A mate of mine forwarded on an email to me this morning... The content made me sit up, stop and think - life is short and sweet. It poses a few questions... How often do you stop to smell the roses? Recognise beauty in all that surrounds you? Watch a sunrise or sunset? Are thankful for all the good things in your life? Do you make the most of every minute you have on this earth? Are you fullfilled?
So here is the email:
"The man with a violin played six Bach pieces for about 45 minutes. During that time approx. 2 thousand people went through the station, most of them on their way to work.
After 3 minutes a middle aged man noticed there was a musician playing. He slowed his pace and stopped for a few seconds and then hurried to meet his schedule.

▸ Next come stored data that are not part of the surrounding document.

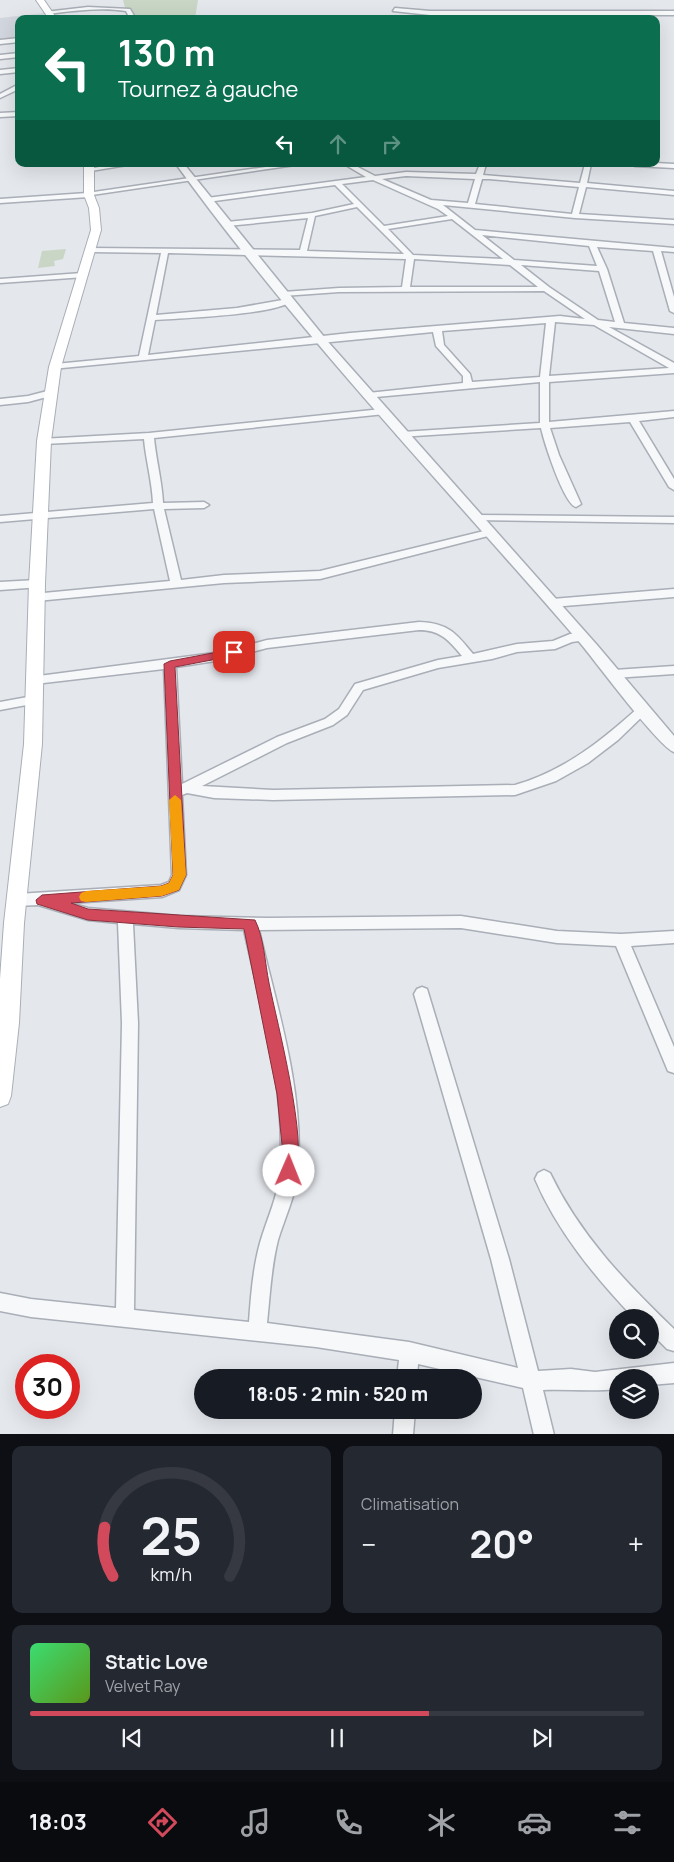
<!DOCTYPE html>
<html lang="fr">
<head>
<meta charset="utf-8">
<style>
  body { margin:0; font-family:Manrope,sans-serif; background:#242831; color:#f1f3f6; height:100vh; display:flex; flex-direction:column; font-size:19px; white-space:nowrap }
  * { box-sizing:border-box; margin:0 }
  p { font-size:16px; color:#9ea1a6 }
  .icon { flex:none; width:28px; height:28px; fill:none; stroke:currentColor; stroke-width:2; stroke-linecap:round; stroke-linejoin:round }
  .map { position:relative; height:1434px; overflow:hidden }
  .side { display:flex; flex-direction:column; gap:12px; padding:12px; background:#0d0f14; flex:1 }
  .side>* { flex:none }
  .top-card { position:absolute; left:15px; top:15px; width:645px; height:152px; border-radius:10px; box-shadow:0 5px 20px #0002; background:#0b6e4f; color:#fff; overflow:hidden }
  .controls { position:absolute; left:609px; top:1309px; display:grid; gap:10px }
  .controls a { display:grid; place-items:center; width:50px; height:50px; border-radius:50%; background:#171b24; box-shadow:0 5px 20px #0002; font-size:25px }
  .speed { position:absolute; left:15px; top:1354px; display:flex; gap:10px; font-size:25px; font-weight:700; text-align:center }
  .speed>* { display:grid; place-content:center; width:65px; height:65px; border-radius:50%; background:#171b24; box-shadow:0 5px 20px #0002; line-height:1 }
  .speed .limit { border:8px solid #d22; background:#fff; color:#111 }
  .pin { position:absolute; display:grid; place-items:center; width:42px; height:42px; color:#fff; margin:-21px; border-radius:10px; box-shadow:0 2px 8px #0006 }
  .me { position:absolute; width:55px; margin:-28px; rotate:1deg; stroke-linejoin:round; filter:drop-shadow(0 0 4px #0008) }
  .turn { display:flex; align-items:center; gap:18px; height:105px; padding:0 20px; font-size:22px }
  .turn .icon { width:65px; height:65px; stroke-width:2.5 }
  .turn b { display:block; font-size:35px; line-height:42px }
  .lanes { display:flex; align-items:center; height:48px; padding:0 20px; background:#0003; justify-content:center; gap:25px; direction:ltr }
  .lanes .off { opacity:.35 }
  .big { font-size:38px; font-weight:700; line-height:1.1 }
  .side .card { flex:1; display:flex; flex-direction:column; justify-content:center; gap:8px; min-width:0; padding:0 18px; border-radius:10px; background:#242831 }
  .side .dial { align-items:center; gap:0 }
  .dial svg { height:130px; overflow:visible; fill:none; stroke:#363941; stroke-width:7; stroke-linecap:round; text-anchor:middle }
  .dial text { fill:#f1f3f6; stroke:none }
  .song { display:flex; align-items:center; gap:15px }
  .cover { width:60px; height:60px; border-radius:8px; background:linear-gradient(135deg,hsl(140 70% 55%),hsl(90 70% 35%)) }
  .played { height:5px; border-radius:2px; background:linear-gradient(90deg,#d1495b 65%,#363941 65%) }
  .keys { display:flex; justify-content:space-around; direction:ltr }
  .heat { display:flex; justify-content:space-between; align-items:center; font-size:28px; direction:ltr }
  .side .tiles { flex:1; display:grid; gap:12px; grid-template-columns:1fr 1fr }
  .card:last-child { grid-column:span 2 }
  .trip { position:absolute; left:194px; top:1369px; width:288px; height:50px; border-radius:25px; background:#171b24; box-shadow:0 5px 20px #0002; font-weight:700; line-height:50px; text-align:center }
  .tabs { display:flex; height:80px; justify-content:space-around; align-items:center; background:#090b0e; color:#9ea1a6 }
  .tabs .icon { width:35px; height:35px }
  .tabs .on { color:#d1495b }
  .tabs b { font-size:22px; color:#f1f3f6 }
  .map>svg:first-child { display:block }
  .built { fill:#d2d6de }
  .green { fill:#c9d6c5 }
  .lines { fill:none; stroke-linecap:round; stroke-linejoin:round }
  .minor-casing { stroke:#a9aeb7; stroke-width:3 }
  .tertiary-casing { stroke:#a9aeb7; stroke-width:3 }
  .secondary-casing { stroke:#a9aeb7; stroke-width:2 }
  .minor { fill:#f7f8fa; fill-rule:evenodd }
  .tertiary { fill:#f7f8fa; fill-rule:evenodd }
  .secondary { fill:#fff; fill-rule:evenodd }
  .route { fill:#d1495b; stroke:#882f3b }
  .slow { fill:#f59e0b }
</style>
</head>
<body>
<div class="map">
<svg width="674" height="1435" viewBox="0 0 674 1435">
  <rect width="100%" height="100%" fill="#e4e7ec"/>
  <path class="built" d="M 44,13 L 47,19 L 19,19 L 19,39 L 0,41 L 0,18 Z"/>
  <path class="green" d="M 123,0 L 198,0 L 195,19 L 128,19 Z
    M 66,249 L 63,259 L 54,261 L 55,266 L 38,268 L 42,251 Z"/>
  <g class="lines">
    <defs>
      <path id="minor" d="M 88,7 L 130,9 L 136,19 L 130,19 L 126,11 C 100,7 74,11 48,14 L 45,12 Z
        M 395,8 L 430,11 L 674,11 L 674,15 L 430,15 L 393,11 Z
        M 19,38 L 19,42 L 0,44 L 0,40 Z
        M 19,53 L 19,57 L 0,59 L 0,55 Z
        M 19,68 L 19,72 L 0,74 L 0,70 Z
        M 19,84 L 19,89 L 0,98 L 0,94 Z
        M 19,112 L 19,116 L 0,117 L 0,113 Z
        M 656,163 L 674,164 L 674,168 L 635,166 L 632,164 Z
        M 116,164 L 133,164 L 91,171 L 88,169 Z
        M 286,164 L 302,164 L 92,195 L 89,197 L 0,203 L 0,199 L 87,193 Z
        M 344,164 L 352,164 L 375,176 L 406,172 L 476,174 L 480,164 L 486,164 L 483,175 L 580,183 L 585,164 L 591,164 L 587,183 L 674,191 L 674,195 L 586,187 L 579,214 L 674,220 L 674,224 L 575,218 L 443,205 L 475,230 L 674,248 L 674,252 L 661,251 L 674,297 L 674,313 L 670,311 L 653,251 L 597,247 L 607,269 L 624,323 L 674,328 L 674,334 L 609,327 L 674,363 L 674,373 L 549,382 L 549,422 L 674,411 L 674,417 L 639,421 L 674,479 L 674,490 L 669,487 L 630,422 L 550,428 L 559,455 L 581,504 L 576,507 C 564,504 544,442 541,428 L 399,437 L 397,435 L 402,432 L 540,423 L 540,382 L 365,398 L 363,396 L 368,393 L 463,383 L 463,376 L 436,346 L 433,332 L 52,369 L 51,367 L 55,364 L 139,356 L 161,253 L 91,252 L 88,252 L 88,248 L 300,250 L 308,218 L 227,226 L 223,224 L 227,222 L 312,213 L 354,204 L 335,185 L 207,202 L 203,200 L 207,198 L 366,177 ZM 406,176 L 475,179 L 468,203 L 431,200 L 382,179 ZM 482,179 L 489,179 L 579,187 L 572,214 L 475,204 ZM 373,180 L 438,209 L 448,216 L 384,226 L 342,184 ZM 357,207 L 404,254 L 307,251 L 315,216 ZM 452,219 L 503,259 L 413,255 L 388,229 ZM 482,235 L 589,246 L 597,266 L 514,260 ZM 168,253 L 406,259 L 402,287 L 339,288 L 283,292 L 279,294 L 283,296 L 339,292 L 544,291 L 585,319 L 560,316 L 350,333 L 148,355 L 155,320 C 182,318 274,315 292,301 L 288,299 L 237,308 L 156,315 ZM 414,259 L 510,265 L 538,287 L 410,287 ZM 521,265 L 599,271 L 615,322 L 598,320 L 549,287 ZM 555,322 L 594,325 L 669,368 L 549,376 ZM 546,323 L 540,377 L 472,382 L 470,374 L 444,345 L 442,331 Z
        M 82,273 L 86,275 L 85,277 L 0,283 L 0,279 Z
        M 51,390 L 56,393 L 54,395 L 28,402 L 0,405 L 0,399 L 28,396 Z
        M 382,409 L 387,412 L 385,414 L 154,438 C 156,460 162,481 163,503 L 204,502 L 209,505 L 204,508 L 164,509 L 181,580 L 224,575 L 320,571 L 488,530 L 492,531 L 492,535 L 320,579 L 224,583 L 37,601 L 33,600 L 31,597 L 33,594 L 170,581 L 154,509 L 0,522 L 0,516 L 153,503 C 152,481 146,461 144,439 L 44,444 L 39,441 L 41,439 L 149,433 Z
        M 476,515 L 674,517 L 674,523 L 472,520 L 472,516 Z
        M 37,580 L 41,581 L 43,584 L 41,587 L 0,590 L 0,582 Z
        M 674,589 L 674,597 L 552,607 L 546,603 L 552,599 Z
        M 419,622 C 448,623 456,633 473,654 L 517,644 L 553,641 L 570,634 L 582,633 L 588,637 L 586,640 L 572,642 L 555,649 L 517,652 L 492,659 L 438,668 L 363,690 L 347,715 L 333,725 L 287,743 L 202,786 L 273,790 L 515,785 C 564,771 601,741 638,708 L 646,708 L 648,711 L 618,740 L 588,763 L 556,781 L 515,795 L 273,800 L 214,798 L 187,793 L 182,795 L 186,875 L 179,890 L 162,897 L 70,903 L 88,908 L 179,916 L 268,918 L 461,916 L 557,931 L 621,934 L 674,931 L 674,943 L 631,946 L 674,1047 L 674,1073 L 668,1071 L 616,946 L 557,943 L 461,928 L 259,930 C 277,1008 304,1090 298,1170 C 296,1195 285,1217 278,1240 C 271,1268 270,1295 267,1323 L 409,1342 L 518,1368 L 491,1259 L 414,994 L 417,989 L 422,987 L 427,989 L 509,1259 L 538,1371 L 571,1369 L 595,1372 L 674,1363 L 674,1383 L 650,1385 L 650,1378 L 618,1378 L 618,1389 C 592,1392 568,1389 543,1390 L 554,1435 L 534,1435 L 523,1388 L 418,1364 L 417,1378 L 397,1378 L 399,1360 L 316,1347 L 31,1317 L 0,1311 L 0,1293 L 31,1299 L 116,1308 L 122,1023 L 118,923 L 88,920 L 38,905 L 17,906 L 12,904 L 10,900 L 12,896 L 17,894 L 161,885 L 169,882 L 172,875 L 164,669 L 35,684 L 29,680 L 31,677 L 222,652 L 267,640 ZM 419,630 C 440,630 449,640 462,656 L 438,660 L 355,684 L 339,709 L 325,719 L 277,737 L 182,784 L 176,667 L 222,660 L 267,648 ZM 133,924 L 179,928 L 244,930 C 261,1008 286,1089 280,1169 C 279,1195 267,1218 260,1243 C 253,1268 251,1295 249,1322 L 134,1310 L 138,1023 Z
        M 674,666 L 674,674 L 614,678 L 608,674 L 614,670 Z
        M 33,696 L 39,700 L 37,703 L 0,710 L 0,702 Z
        M 544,1170 L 550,1173 C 579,1234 626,1283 674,1329 L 674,1351 L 667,1349 L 650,1332 L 650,1318 L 634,1318 C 595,1277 557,1231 535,1179 L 538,1173 Z
        M 395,1410 L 415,1410 L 413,1435 L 393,1435 Z"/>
      <path id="tertiary" d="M 176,164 L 184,164 L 329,343 L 597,645 L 674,736 L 674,752 C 659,747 596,662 581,644 C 444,485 299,334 176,164 Z"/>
      <path id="secondary" d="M 36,0 L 44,0 L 57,19 L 49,19 Z
        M 84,164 L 94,164 L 94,195 L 99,208 L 101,230 L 61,367 L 51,441 L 45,584 L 42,744 L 24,923 L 19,1023 L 11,1096 L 8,1104 L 0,1107 L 0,979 L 4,923 L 24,744 L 29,584 L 37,441 L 49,367 L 91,230 L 89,208 L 84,195 Z"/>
    </defs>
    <use href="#minor" class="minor-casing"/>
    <use href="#tertiary" class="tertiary-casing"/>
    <use href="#secondary" class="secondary-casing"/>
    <use href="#minor" class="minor"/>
    <use href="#tertiary" class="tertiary"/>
    <use href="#secondary" class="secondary"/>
  </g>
  <path class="route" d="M 234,649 L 238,650 L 238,655 L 175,667 L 186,875 L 179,890 L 162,896 L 71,903 L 88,909 L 255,920 C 264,938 265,963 269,983 C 277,1023 309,1143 295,1177 L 289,1179 L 284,1177 L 281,1171 L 282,1145 L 277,1094 L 244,929 L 178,927 L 88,920 L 37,904 L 36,900 L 42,895 L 161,886 L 169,883 L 173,875 L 164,664 L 170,661 Z"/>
  <path class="slow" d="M 175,795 L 181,800 L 186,875 L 179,890 L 162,896 L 86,902 L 81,901 L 79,897 L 81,893 L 86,891 L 161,886 L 169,883 L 173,875 L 169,800 Z"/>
</svg>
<div class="controls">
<a><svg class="icon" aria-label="search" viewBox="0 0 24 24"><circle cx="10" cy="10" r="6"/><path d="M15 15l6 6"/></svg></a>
<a><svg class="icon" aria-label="layers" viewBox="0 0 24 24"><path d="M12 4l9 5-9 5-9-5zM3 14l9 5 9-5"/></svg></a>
</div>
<div class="speed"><div class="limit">30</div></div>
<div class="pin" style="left:234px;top:652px;background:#d93025"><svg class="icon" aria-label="arrive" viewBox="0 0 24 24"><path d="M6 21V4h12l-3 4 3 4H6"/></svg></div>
<svg class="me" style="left:289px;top:1171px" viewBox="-20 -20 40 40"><circle r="19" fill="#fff"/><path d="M0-13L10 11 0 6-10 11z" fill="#d1495b"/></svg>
<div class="trip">18:05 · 2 min · 520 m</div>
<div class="top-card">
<div class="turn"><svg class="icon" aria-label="left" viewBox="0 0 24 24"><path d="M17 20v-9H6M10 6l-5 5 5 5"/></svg><div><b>130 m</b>Tournez à gauche</div></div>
<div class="lanes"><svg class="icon" aria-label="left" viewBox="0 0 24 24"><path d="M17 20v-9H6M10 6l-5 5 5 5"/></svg><svg class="icon off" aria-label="ahead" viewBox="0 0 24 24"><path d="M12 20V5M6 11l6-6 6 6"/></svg><svg class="icon off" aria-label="right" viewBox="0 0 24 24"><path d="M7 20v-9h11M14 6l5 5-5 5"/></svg></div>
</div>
</div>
<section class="side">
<div class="tiles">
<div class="card dial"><svg viewBox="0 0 100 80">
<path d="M14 69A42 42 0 1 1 86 69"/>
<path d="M14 69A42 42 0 0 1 9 39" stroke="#d1495b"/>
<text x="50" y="56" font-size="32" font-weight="700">25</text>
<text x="50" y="72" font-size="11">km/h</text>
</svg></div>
<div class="card"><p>Climatisation</p>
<div class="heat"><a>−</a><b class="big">20°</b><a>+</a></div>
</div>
<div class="card">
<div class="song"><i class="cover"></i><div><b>Static Love</b><p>Velvet Ray</p></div></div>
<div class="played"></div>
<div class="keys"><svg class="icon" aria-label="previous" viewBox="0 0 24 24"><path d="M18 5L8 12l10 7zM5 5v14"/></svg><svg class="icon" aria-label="pause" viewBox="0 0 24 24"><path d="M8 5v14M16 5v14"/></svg><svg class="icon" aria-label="next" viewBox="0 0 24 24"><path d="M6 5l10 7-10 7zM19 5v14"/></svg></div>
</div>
</div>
</section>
<nav class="tabs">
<b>18:03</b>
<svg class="icon on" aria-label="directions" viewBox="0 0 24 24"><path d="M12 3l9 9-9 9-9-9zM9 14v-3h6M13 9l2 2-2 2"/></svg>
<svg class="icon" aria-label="music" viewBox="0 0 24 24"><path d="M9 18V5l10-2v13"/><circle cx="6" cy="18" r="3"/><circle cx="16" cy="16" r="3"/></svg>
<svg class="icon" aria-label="phone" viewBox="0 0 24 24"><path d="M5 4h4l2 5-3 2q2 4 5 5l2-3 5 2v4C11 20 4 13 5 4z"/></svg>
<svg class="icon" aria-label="climate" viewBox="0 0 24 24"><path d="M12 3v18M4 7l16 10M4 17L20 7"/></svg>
<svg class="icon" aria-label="car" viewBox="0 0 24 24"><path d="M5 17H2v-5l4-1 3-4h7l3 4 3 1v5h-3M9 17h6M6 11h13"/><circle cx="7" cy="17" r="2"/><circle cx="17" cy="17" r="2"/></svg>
<svg class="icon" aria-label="filters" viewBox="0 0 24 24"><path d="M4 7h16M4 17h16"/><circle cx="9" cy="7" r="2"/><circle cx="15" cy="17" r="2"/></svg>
</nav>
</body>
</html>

4 minutes later: The violinist received his first dollar: a woman threw the money in the hat and, without stopping, continued to walk.
6 minutes: A young man leaned against the wall to listen to him, then looked at his watch and started to walk again..
10 minutes: A 3-year old boy stopped but his mother tugged him along hurriedly. The kid stopped to look at the violinist again, but the mother pushed hard and the child continued to walk, turning his head all the time. This action was repeated by several other children. Every parent, without exception, forced their children to move on quickly.
45 minutes: The musician played continuously. Only 6 people stopped and listened for a short while. About 20 gave money but continued to walk at their normal pace. The man collected a total of $32.
1 hour: He finished playing and silence took over. No one noticed. No one applauded, nor was there any recognition. No one knew this, but the violinist was Joshua Bell, one of the greatest musicians in the world. He played one of the most intricate pieces ever written, with a violin worth $3.5 million dollars. Two days before Joshua Bell sold out a theater in Boston where the seats averaged $100.
This is a true story. Joshua Bell playing incognito in the metro station was organized by the Washington Post as part of a social experiment about perception, taste and people's priorities. The questions raised: in a common place environment at an inappropriate hour, do we perceive beauty? Do we stop to appreciate it? Do we recognise talent in an unexpected context?
One possible conclusion reached from this experiment could be this: If we do not have a moment to stop and listen to one of the best musicians in the world, playing some of the finest music ever written, with one of the most beautiful instruments ever made.... How many other things are we missing? "
So while you ponder, let me answer the questions I asked earlier...
The answer... I think, is not nearly enough! So, at some point today take some time to appreciate the beauty you usually skip over and the people you take for granted before it's too late. After all, you're a long time dead!